Angela SpeckProfessor of Physics and Astronomy

When people describe Angela Speck as “stellar” or a “shining star in her field,” they aren’t choosing words lightly. As one of only two astronomers at MU, Speck is spearheading efforts to take the department to the next level.

In her role as department director, Speck revamped the curriculum geared toward nonscience majors, established upper-level courses in astronomy and implemented new teaching methods.

Along with post-doctoral fellow Lanika Ruzitskaya and College of Education Professor Jim Laffey, Speck received a National Science Foundation grant to develop a 3-D model of Jupiter to help nonscience majors better understand the science, which Ruzitskaya wrote is cementing MU as a “pioneer in the field of technology-enhanced education in astronomy.”

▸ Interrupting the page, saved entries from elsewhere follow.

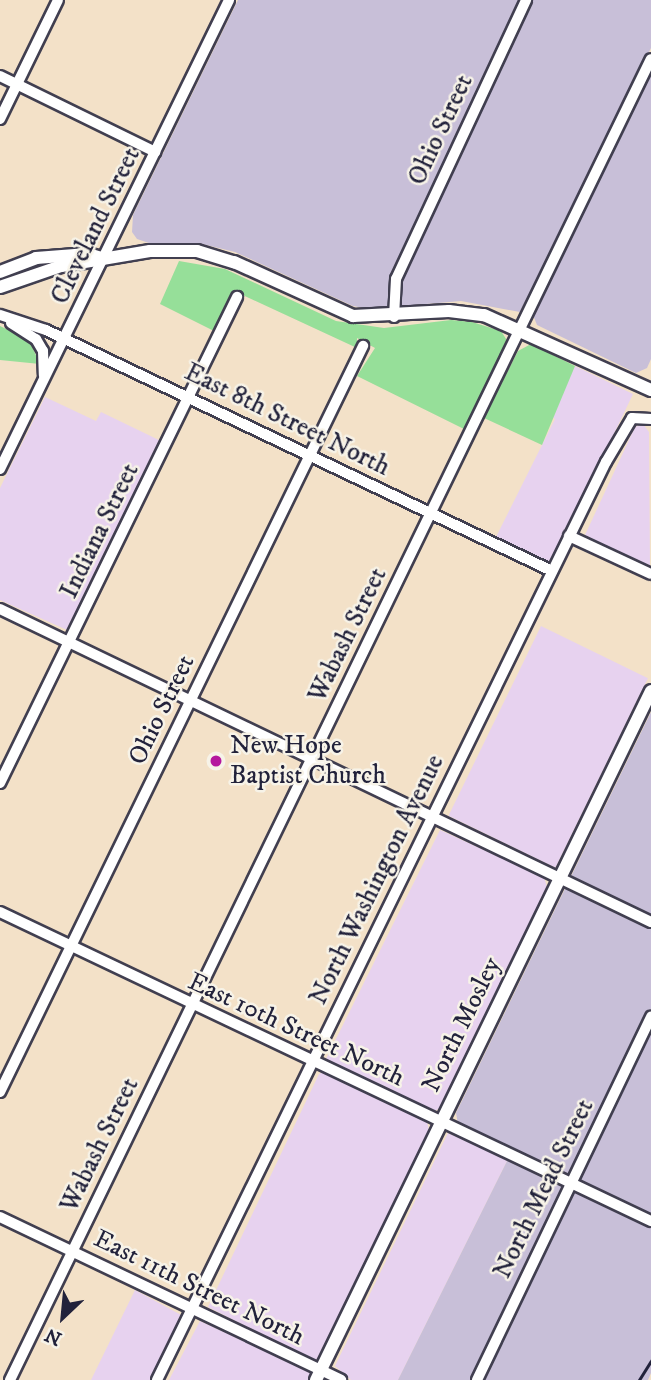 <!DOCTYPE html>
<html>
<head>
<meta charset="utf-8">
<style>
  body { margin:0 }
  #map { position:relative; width:651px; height:1380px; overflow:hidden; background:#f3e1c8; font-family:"IM FELL DW Pica",serif }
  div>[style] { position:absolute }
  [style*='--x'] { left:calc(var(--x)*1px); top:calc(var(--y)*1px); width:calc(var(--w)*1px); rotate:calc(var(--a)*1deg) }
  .built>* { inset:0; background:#e7d2ef; transform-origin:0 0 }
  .industrial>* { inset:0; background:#c8bfd8 }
  .green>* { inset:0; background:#96df99 }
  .roads { filter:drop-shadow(2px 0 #413f50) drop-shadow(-2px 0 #413f50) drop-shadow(0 2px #413f50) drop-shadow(0 -2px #413f50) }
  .minor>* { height:10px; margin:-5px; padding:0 5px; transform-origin:5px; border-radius:5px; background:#fff }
  .tertiary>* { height:12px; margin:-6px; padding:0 6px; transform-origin:6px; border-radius:6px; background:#fff }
  .rail>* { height:2.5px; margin:-1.25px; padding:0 1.25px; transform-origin:1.25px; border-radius:1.25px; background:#22223b }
  .dots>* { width:19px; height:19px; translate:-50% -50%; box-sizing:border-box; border:4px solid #f7f3e8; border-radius:50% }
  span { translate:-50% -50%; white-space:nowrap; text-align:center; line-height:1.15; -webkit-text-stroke:5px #f7f3e8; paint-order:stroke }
  .street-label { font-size:26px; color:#22223b }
  .poi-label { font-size:26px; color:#22223b }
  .left { translate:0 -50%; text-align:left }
  .north { position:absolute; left:28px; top:1282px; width:70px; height:70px; -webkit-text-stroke:5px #f7f3e8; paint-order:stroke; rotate:206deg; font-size:19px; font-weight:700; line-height:28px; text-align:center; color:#22223b }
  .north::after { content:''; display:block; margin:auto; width:24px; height:32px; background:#22223b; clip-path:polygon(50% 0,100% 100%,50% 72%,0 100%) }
</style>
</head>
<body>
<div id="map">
  <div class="built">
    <div style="clip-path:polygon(575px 366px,633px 394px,553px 561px,547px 563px,495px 539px,555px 419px,551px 416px)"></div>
    <div style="clip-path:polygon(45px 397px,96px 421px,101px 412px,163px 442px,67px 630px,0 600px,0 488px)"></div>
    <div style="clip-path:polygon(643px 424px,649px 432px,650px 569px,585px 535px,635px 427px)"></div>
    <div style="left:541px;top:626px;width:119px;height:211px;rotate:26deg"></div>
    <div style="clip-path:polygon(440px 830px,544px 877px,547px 887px,440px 1108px,433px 1112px,326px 1059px)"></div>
    <div style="clip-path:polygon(326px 1071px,427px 1122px,429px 1130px,321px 1357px,314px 1361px,208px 1307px,319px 1074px)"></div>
    <div style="clip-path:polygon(448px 1133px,508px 1159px,398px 1380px,351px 1380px,335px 1366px)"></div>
    <div style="clip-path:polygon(135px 1290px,183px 1316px,153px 1380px,91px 1380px)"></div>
    <div style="clip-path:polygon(200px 1321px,310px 1371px,310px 1380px,169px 1380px)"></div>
  </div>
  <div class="industrial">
    <div style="clip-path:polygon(238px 0,651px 0,651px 48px,520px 312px,461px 301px,369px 309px,353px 306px,235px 252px,198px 243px,155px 245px,137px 239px,132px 232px,133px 215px)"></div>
    <div style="clip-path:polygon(651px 70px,651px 359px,647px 368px,636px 373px,537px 325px,533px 315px)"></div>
    <div style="clip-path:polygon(651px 712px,651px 1373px,648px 1380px,398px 1380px,512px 1151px,458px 1124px,456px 1113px)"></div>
  </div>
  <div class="green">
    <div style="clip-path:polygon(179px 261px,225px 269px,336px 321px,384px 328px,451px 320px,472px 322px,501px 331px,508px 342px,466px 430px,357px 376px,375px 348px,357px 338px,357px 348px,234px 291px,214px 331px,160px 304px)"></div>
    <div style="clip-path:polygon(0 326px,29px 340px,40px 364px,0 360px)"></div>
    <div style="clip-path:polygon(531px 344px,575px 366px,542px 445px,484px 418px,518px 351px)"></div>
  </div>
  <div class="roads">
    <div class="minor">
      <div style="--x:0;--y:76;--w:173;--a:26.1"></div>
      <div style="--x:0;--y:119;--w:132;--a:-64"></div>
      <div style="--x:0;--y:315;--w:48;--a:18.1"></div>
      <div style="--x:46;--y:330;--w:560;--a:25.47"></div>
      <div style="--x:394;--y:317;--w:38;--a:-87"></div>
      <div style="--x:396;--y:279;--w:308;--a:-65"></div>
      <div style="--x:11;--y:323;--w:30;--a:33"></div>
      <div style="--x:36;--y:339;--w:14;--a:60"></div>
      <div style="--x:43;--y:351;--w:24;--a:88"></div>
      <div style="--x:0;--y:469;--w:522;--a:-63.97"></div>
      <div style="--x:569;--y:536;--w:90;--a:24.9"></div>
      <div style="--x:0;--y:609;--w:722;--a:25.68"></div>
      <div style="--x:0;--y:783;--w:541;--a:-64"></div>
      <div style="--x:0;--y:912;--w:721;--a:25.39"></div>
      <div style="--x:0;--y:1092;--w:830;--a:-64.05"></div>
      <div style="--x:0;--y:1217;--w:378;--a:25.5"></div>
      <div style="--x:10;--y:1380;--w:1468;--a:-64.12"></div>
      <div style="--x:157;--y:1380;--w:1022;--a:-63.94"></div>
      <div style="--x:606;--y:462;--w:51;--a:-59.4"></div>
      <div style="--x:632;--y:418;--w:19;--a:3"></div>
      <div style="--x:477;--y:1380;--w:403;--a:-64.4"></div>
    </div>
    <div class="tertiary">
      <div style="--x:0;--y:272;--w:39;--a:-21"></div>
      <div style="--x:36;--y:258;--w:52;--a:-4.4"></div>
      <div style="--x:88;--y:254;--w:14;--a:17"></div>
      <div style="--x:0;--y:287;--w:65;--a:-19"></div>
      <div style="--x:61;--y:266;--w:90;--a:-9.6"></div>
      <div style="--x:150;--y:251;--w:47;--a:0"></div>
      <div style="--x:197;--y:251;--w:39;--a:17"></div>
      <div style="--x:234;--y:262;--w:131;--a:24.4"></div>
      <div style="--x:353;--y:316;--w:96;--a:-3"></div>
      <div style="--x:449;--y:311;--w:35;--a:7"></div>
      <div style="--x:484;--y:315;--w:183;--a:24.2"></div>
      <div style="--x:316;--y:1380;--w:766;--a:-64.07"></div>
    </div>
  </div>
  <div class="rail">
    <div style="--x:639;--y:1380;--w:22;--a:-58"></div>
  </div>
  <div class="dots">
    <div style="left:216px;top:761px;background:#b5179e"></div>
  </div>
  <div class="street-label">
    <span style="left:441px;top:130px;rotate:-65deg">Ohio Street</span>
    <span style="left:96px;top:226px;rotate:-64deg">Cleveland Street</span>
    <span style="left:287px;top:420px;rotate:26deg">East 8th Street North</span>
    <span style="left:100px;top:531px;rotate:-64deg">Indiana Street</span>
    <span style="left:348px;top:635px;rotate:-64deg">Wabash Street</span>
    <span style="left:162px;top:710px;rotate:-64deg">Ohio Street</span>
    <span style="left:377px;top:880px;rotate:-64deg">North Washington Avenue</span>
    <span style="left:462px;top:1025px;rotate:-64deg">North Mosley</span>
    <span style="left:296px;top:1030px;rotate:25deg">East 10th Street North</span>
    <span style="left:100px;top:1145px;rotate:-64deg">Wabash Street</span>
    <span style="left:544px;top:1189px;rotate:-64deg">North Mead Street</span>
    <span style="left:199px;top:1288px;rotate:26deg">East 11th Street North</span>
  </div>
  <div class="poi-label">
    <span class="left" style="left:230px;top:761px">New Hope<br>Baptist Church</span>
  </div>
  <div class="north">N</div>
</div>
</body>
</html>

“She teaches students not only about physical phenomena in astronomy and physics but also how to understand the nature of science,” Ruzhitskaya wrote. “She believes that understanding the scientific process is much more valuable than recollection of formulas and facts.”

Whether her classroom is full of science fiction fanatics or astrophysicists, Speck cultivates an interest in astronomy.

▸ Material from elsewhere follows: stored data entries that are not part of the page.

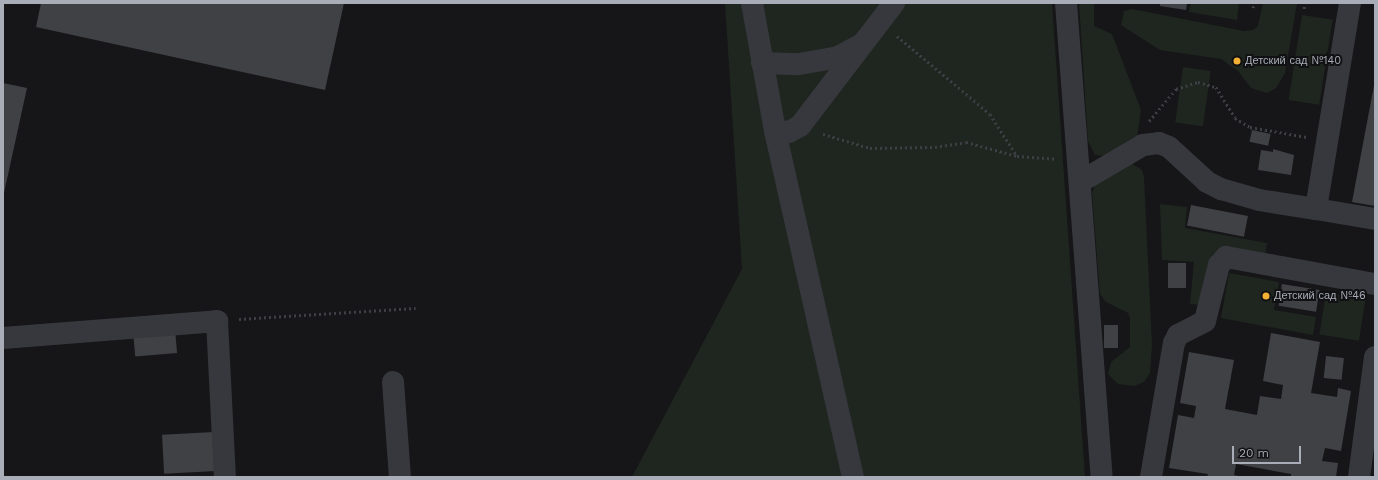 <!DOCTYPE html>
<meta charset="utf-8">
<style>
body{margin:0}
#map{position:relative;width:1378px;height:480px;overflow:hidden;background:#161618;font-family:"Work Sans",sans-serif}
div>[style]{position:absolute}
.green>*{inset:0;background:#1e261f;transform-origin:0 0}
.building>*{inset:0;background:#404145;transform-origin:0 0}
.path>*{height:2.5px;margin-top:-1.25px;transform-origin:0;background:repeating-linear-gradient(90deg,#3d3f44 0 2px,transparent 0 5px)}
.minor>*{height:22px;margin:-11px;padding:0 11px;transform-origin:11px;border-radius:11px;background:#37383d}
.dots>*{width:11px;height:11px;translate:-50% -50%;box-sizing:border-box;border:2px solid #111113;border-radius:50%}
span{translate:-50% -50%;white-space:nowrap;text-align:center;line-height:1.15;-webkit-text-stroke:4px #111113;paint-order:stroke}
.poi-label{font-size:11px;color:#a8adb8}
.left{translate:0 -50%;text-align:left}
.frame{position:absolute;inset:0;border:4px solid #a8adb8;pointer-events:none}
.scale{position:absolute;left:1232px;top:446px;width:69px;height:18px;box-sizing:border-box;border:2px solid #a8adb8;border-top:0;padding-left:5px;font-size:12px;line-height:14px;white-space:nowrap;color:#a8adb8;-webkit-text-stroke:3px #111113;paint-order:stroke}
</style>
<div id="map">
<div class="green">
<div style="clip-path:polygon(725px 3px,1052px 3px,1085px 477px,632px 477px,742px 269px)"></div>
<div style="clip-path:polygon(1079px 3px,1094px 3px,1094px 26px,1112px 34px,1141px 110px,1137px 137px,1108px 156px,1095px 155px,1088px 141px)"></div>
<div style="clip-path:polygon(1191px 3px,1239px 3px,1237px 20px,1189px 12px)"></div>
<div style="clip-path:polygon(1263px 3px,1297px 3px,1285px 73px,1276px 88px,1267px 93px,1251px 88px,1238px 71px,1221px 59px,1160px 50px,1121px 25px,1124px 11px,1132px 9px,1244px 31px,1253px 30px,1258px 26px)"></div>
<div style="left:1302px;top:15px;width:31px;height:86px;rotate:9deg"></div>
<div style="left:1183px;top:67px;width:28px;height:56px;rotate:8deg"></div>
<div style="clip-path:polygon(1131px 163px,1142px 170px,1144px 177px,1152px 345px,1150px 373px,1144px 382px,1134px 386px,1118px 384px,1108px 374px,1111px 362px,1130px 347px,1130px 318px,1128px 313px,1106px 302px,1100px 294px,1092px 193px,1096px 182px)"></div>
<div style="clip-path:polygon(1160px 204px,1187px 207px,1185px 228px,1267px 243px,1265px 255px,1212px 255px,1202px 305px,1190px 304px,1194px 262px,1162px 260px)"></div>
<div style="clip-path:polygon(1229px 273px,1279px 282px,1274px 310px,1316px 317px,1313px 335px,1221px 318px)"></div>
<div style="left:1326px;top:293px;width:40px;height:42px;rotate:9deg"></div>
</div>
<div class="building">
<div style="clip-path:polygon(41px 3px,344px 3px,325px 90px,36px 27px)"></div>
<div style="clip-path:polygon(1160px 3px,1187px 3px,1186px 10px,1160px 6px)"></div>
<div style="clip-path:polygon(1375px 80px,1375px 206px,1352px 202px)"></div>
<div style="clip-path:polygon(3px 83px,27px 88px,4px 193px,3px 193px)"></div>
<div style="left:1252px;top:130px;width:19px;height:12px;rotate:12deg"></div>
<div style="clip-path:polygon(1273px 149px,1294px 155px,1291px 175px,1258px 170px,1261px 150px,1273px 152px)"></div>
<div style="left:1191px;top:205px;width:58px;height:21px;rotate:11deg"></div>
<div style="left:1186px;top:263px;width:25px;height:18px;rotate:90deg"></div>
<div style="left:1282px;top:284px;width:38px;height:22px;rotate:9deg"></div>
<div style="left:1104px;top:325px;width:14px;height:23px"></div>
<div style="left:175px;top:329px;width:24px;height:42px;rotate:85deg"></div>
<div style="clip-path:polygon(1271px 333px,1320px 342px,1311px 393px,1337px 397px,1338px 388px,1351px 391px,1341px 451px,1325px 448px,1322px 461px,1338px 463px,1336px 477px,1291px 477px,1291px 474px,1236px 464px,1234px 475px,1242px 477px,1207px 477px,1208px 474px,1169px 468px,1178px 415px,1194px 418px,1196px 406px,1180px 403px,1189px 352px,1234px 360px,1225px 409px,1257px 415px,1260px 396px,1281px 399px,1283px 385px,1263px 381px)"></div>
<div style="left:1326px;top:356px;width:18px;height:22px;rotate:6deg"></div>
<div style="left:214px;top:432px;width:39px;height:52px;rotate:87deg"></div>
</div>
<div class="path">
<div style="left:1253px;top:8px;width:5px;rotate:-79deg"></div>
<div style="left:1304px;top:9px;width:6px;rotate:-90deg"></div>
<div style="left:897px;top:36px;width:121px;rotate:40deg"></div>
<div style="left:990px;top:114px;width:50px;rotate:57.3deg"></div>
<div style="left:1149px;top:121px;width:42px;rotate:-49.8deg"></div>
<div style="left:1176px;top:89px;width:23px;rotate:-18deg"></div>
<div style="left:1198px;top:82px;width:19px;rotate:16deg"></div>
<div style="left:1216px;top:87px;width:36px;rotate:58deg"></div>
<div style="left:1235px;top:118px;width:17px;rotate:31deg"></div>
<div style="left:1250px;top:127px;width:57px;rotate:10.1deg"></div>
<div style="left:823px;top:134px;width:49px;rotate:16.6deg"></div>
<div style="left:870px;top:148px;width:65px;rotate:-0.9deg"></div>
<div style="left:935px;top:147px;width:31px;rotate:-9deg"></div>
<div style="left:966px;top:142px;width:53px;rotate:15.4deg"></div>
<div style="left:1017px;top:156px;width:39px;rotate:4deg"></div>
<div style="left:239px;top:319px;width:177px;rotate:-3.6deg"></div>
</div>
<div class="minor">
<div style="left:752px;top:3px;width:130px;rotate:79.8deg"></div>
<div style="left:775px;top:131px;width:14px;rotate:4deg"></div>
<div style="left:789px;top:132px;width:13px;rotate:-29deg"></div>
<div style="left:800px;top:126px;width:155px;rotate:-52.6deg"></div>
<div style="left:1066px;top:3px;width:475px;rotate:85.7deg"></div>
<div style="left:1350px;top:3px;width:209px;rotate:99.4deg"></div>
<div style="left:1316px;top:209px;width:60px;rotate:9.6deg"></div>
<div style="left:762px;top:63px;width:37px;rotate:2deg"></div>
<div style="left:799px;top:64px;width:40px;rotate:-10deg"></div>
<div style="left:838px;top:57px;width:27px;rotate:-28deg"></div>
<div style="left:775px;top:131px;width:355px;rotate:77.3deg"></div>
<div style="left:1080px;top:182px;width:73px;rotate:-30.4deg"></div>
<div style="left:1143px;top:145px;width:16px;rotate:-7deg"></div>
<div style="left:1159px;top:143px;width:11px;rotate:22deg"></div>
<div style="left:1169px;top:147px;width:52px;rotate:42.6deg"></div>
<div style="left:1207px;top:182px;width:16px;rotate:27deg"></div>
<div style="left:1221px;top:189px;width:40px;rotate:16deg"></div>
<div style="left:1259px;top:200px;width:58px;rotate:9deg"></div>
<div style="left:3px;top:338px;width:215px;rotate:-4.5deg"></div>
<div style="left:217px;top:321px;width:156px;rotate:87.1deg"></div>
<div style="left:393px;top:382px;width:95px;rotate:85.8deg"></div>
<div style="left:1151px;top:477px;width:136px;rotate:-80.3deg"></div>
<div style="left:1174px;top:343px;width:9px;rotate:-63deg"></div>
<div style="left:1178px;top:335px;width:30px;rotate:-27deg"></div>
<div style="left:1205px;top:321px;width:58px;rotate:-76deg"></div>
<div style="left:1219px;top:265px;width:11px;rotate:-49deg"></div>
<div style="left:1226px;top:257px;width:151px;rotate:10.3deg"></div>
<div style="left:1359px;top:477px;width:121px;rotate:-82.4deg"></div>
</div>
<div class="dots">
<div style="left:1237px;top:61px;background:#f2b134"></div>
<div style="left:1266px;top:296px;background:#f2b134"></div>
</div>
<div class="poi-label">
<span class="left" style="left:1245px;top:61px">Детский сад №140</span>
<span class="left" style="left:1274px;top:296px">Детский сад №46</span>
</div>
<div class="frame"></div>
<div class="scale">20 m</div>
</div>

“She weaves the course into a novel, in which every class lecture is part of a chapter of that novel,” wrote student David Arrant. “Just as one gets captivated into a great novel, one gets captivated into her class.”

Speck also serves as the MU representative to the Centers for the Integration of Research, Teaching and Learning, a network of 25 universities committed to preparing graduate students for teaching STEM disciplines.

“Education is the thread that binds my research, teaching and service together,” Speck wrote of her teaching philosophy.

She combines her passions through her multiple community outreach efforts, including a monthly Cosmic Conversations lecture series, guided tours of the Laws Observatory and classroom visits for K-12 students.

“[She is an] outstanding educator — not one who merely imparts information but who opens doors and possibilities to others through her teachings,” wrote Deborah Hanuscin, associate professor of science education.